Das Unternehmen entschuldigte sich und will Lehren ziehen

Diverse Poststücke der NEW trafen ein, die auf den 10. April datiert waren. Nur eines war an Karl-Josef Seitz gerichtet. Adressatin im Briefkopf der übrigen Stücke: die Verstorbene. „Sehr geehrte Frau Seitz, vielen Dank für Ihr Vertrauen“ begann ein Schreiben, das der Toten eine Geldforderung und die Höhe eines neuen Abschlages mitteilte. In einem weiteren Schreiben wurde die „sehr geehrte Frau Seitz“ informiert, dass die künftig fälligen Zahlungen mittels Lastschrift vom Konto eingezogen würden. Und für den Fall, dass sie noch nicht das neue Online-Kundencenter kenne, wurde ein Internetlink übermittelt.
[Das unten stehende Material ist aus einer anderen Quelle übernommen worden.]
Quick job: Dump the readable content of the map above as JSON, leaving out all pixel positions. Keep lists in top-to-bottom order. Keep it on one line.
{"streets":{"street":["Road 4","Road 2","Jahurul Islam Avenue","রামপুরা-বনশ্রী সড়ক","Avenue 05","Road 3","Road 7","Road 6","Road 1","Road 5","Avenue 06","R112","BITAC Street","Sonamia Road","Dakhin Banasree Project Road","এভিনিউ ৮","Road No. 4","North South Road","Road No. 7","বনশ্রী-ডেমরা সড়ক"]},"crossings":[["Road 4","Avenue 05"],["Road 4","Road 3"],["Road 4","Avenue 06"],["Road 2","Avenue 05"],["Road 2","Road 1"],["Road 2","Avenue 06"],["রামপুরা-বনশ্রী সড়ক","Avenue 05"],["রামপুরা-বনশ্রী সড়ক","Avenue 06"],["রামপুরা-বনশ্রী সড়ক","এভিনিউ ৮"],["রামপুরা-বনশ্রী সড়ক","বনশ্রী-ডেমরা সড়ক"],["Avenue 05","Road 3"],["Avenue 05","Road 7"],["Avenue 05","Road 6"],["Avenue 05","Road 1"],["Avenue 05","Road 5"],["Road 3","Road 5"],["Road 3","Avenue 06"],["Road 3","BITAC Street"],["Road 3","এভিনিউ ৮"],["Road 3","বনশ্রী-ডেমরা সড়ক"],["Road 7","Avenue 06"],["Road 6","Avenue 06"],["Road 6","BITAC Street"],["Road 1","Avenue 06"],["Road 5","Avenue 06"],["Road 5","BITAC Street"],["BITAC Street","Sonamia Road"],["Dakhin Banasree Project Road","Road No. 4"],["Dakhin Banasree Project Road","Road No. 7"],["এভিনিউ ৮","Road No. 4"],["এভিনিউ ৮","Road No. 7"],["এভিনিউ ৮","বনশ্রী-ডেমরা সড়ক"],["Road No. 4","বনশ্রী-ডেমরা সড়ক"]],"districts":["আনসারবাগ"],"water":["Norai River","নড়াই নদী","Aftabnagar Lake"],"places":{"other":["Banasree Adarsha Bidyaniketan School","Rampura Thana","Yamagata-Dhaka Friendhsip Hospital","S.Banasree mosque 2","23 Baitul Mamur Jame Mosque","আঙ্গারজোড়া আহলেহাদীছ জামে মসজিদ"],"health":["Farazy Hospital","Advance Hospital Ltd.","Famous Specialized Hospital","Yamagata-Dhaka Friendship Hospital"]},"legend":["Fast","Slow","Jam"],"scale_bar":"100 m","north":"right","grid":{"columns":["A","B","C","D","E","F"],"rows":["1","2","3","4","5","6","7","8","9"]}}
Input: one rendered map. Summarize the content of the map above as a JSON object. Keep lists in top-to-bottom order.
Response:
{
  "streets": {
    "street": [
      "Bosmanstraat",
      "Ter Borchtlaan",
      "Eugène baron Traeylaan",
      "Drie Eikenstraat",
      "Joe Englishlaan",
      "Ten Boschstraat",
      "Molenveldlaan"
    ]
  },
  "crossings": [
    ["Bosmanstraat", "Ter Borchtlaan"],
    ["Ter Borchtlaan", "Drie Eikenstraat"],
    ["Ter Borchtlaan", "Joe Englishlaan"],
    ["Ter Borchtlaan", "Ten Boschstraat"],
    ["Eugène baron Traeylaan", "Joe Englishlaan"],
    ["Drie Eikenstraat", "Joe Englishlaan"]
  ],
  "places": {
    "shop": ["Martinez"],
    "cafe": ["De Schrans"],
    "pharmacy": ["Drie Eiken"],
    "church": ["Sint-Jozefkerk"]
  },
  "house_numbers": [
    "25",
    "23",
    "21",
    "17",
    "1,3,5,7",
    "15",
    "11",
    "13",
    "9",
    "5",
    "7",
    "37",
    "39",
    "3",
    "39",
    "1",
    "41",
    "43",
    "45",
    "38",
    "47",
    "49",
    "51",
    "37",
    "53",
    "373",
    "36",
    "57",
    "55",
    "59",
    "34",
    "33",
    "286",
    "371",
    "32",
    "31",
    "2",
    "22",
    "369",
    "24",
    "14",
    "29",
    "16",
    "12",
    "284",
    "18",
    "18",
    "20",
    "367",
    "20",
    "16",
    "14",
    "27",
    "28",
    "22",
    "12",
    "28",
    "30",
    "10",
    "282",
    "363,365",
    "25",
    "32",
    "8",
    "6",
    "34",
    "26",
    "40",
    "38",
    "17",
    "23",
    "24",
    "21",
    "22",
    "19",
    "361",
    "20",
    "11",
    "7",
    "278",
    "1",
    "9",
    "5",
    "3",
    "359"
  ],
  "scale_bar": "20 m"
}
Keine erfreuliche Lektüre für die trauernden Angehörigen. Doch damit nicht genug. Als „absolut taktloses und unwürdiges Gebaren“ empfanden Seitz und seine Schwester, was die NEW der Toten in einem weiteren auf den 10. April datierten Brief schrieb: „Sehr geehrte Frau Seitz, danke, dass Sie uns über Ihren Auszug informiert haben. Wir wünschen Ihnen, dass Sie sich in Ihrem neuen Zuhause wohl fühlen werden. Gerne beliefern wir Sie auch dort zuverlässig mit Energie.“ Und auch hier fehlte es nicht an Hinweisen aufs Internet und Bitten um Kontaktaufnahme: „Nutzen Sie unser Angebot unter www.new-energie.de oder rufen Sie uns an.“ Beigefügt war ein Formular für ein Übergabeprotokoll mit der Bitte, Käthe Seitz möge es ausgefüllt an die NEW zurücksenden.

Seiner Empörung machte Karl-Josef Seitz in einem Schreiben an den NEW-Vorstand Luft. „Wie kann es sein“ begannen einige bohrende Fragen. Das Übergabeprotokoll füllte er aus und trug in der Adresszeile ein: „Grabeskirche St. Matthias Günhoven, Stadtwaldstr. 323“.

Was Seitz über den eigenen Fall hinaus ärgert, erklärte er so: „Offensichtlich werden Schreiben an die NEW mit konkretem Inhalt nur oberflächlich gelesen und nicht individuell, sondern lediglich mit Textbausteinen beantwortet. Ich denke, dass wir hier kein Einzelfall sind.“

Mit der Vermutung, dass mit Textbausteinen gearbeitet wird, liegt Seitz nicht daneben. Das geht aus einer Stellungnahme hervor, welche die NEW übermittelte: „Wir bedauern den Vorfall ungemein. In einem Telefonat mit Herrn Seitz haben wir uns in aller Form entschuldigt“, wird darin Frank Salewski, Leiter Kundenservice der NEW, zitiert. Und weiter: „Anfang April hat Herr Seitz der NEW mitgeteilt, dass seine Mutter verstorben ist. Da für die Ummeldung noch Daten fehlten, wurden diese mit einem Schreiben angefordert. Dieses Standardschreiben enthält Textbausteine, die je nach Anliegen vom Sachbearbeiter verändert werden. Leider hat der Sachbearbeiter die Angaben im Schreiben nicht geändert und auch nicht die Adresse von Karl-Josef Seitz eingesetzt.“ Die NEW verspricht, Lehren daraus zu ziehen. Karl-Josef Seitz hat die Entschuldigung des Unternehmens angenommen.